→ TASK DESCRIPTION: Lines from the beginning of the data below through the one containing "Where are all labels, markers" are to be printed exactly as they appear.

[Collected data]

________

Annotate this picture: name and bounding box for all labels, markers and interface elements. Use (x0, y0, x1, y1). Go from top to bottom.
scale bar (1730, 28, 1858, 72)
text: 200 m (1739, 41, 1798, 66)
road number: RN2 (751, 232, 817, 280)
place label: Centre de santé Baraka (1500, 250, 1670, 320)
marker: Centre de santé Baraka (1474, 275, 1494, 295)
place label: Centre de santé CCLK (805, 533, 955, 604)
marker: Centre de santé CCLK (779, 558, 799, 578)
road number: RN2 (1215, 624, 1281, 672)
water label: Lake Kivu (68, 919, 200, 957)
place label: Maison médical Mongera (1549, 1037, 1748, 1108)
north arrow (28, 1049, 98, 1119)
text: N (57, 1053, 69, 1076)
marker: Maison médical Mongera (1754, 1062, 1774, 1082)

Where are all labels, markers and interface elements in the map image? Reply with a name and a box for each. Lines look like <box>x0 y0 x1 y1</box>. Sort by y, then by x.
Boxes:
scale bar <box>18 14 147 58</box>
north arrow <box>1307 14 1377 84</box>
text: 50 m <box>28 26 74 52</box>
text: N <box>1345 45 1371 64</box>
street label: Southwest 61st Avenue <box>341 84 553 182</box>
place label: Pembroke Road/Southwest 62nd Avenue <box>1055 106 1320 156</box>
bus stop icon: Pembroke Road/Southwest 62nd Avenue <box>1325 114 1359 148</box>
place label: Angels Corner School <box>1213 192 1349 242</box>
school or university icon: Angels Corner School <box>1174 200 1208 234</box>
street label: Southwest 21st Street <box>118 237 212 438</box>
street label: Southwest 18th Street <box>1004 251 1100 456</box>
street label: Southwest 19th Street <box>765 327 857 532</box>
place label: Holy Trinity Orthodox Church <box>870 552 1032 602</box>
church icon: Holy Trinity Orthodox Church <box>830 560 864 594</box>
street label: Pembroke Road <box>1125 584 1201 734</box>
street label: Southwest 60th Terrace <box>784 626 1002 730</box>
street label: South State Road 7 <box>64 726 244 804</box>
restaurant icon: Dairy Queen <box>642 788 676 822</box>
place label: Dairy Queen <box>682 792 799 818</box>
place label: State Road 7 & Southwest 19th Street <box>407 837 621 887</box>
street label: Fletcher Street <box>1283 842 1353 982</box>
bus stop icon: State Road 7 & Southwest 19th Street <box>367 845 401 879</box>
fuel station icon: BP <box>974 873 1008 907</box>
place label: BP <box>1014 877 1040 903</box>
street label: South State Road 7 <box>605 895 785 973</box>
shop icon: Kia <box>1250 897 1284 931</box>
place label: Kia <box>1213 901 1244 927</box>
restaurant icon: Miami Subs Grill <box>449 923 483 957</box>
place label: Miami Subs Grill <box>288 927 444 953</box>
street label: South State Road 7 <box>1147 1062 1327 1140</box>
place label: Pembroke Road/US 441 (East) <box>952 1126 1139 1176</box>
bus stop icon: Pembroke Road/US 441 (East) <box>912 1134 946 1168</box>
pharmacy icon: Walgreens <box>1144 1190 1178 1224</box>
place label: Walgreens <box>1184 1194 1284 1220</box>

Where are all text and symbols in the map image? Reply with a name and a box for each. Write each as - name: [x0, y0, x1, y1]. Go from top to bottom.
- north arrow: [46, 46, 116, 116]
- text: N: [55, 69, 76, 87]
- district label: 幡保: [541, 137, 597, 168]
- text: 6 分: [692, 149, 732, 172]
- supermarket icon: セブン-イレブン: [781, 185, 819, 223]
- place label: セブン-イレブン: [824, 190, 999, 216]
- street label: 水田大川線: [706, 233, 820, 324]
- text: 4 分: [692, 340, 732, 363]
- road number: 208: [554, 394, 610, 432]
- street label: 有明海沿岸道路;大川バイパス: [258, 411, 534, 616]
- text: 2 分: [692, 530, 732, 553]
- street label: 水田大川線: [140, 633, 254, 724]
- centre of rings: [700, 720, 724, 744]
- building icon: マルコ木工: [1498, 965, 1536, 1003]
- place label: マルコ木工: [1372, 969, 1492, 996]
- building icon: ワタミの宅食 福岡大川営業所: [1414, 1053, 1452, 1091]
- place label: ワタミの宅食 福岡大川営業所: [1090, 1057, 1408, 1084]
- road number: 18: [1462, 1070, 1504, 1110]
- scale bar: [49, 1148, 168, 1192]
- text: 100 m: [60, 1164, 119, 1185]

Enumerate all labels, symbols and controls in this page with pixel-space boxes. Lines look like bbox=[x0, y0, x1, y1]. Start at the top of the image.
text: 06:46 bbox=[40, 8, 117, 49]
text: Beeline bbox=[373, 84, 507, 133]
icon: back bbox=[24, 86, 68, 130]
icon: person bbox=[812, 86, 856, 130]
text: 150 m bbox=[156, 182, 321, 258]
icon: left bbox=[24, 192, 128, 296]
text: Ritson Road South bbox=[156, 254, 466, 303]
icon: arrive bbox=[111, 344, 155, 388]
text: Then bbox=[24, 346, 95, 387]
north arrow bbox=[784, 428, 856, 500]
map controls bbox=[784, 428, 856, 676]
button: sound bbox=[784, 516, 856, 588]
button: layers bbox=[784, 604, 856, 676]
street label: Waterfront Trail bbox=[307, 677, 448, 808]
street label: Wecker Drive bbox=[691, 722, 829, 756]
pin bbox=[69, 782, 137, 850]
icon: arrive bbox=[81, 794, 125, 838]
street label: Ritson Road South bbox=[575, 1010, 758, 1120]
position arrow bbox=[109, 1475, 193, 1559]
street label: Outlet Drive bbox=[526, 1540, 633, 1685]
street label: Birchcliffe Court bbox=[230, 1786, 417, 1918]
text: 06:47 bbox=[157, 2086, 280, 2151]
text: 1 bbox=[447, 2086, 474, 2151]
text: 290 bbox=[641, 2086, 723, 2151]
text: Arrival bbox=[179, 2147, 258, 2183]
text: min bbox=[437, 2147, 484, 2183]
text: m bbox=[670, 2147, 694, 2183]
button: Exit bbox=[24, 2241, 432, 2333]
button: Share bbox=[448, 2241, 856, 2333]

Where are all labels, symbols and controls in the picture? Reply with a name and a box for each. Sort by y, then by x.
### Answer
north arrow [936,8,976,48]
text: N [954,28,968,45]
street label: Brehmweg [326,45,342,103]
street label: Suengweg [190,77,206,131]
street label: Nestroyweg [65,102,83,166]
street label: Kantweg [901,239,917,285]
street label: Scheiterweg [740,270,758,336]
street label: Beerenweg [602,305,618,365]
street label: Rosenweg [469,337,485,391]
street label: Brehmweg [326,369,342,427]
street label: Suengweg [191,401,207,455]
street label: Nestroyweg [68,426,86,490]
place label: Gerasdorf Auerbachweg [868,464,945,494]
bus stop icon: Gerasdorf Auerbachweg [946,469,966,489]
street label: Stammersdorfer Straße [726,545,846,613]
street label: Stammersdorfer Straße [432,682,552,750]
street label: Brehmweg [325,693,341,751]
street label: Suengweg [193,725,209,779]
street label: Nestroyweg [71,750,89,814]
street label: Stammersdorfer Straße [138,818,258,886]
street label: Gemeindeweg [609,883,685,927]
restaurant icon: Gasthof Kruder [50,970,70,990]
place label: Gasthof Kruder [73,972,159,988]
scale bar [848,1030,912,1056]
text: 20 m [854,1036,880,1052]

________

→ RESPONSE BOX:
Annotate this picture: name and bounding box for all labels, markers and interface elements. Use (x0, y0, x1, y1). Go from top to bottom.
scale bar (1730, 28, 1858, 72)
text: 200 m (1739, 41, 1798, 66)
road number: RN2 (751, 232, 817, 280)
place label: Centre de santé Baraka (1500, 250, 1670, 320)
marker: Centre de santé Baraka (1474, 275, 1494, 295)
place label: Centre de santé CCLK (805, 533, 955, 604)
marker: Centre de santé CCLK (779, 558, 799, 578)
road number: RN2 (1215, 624, 1281, 672)
water label: Lake Kivu (68, 919, 200, 957)
place label: Maison médical Mongera (1549, 1037, 1748, 1108)
north arrow (28, 1049, 98, 1119)
text: N (57, 1053, 69, 1076)
marker: Maison médical Mongera (1754, 1062, 1774, 1082)

Where are all labels, markers and interface elements in the map image? Reply with a name and a box for each. Lines look like <box>x0 y0 x1 y1</box>. Sort by y, then by x.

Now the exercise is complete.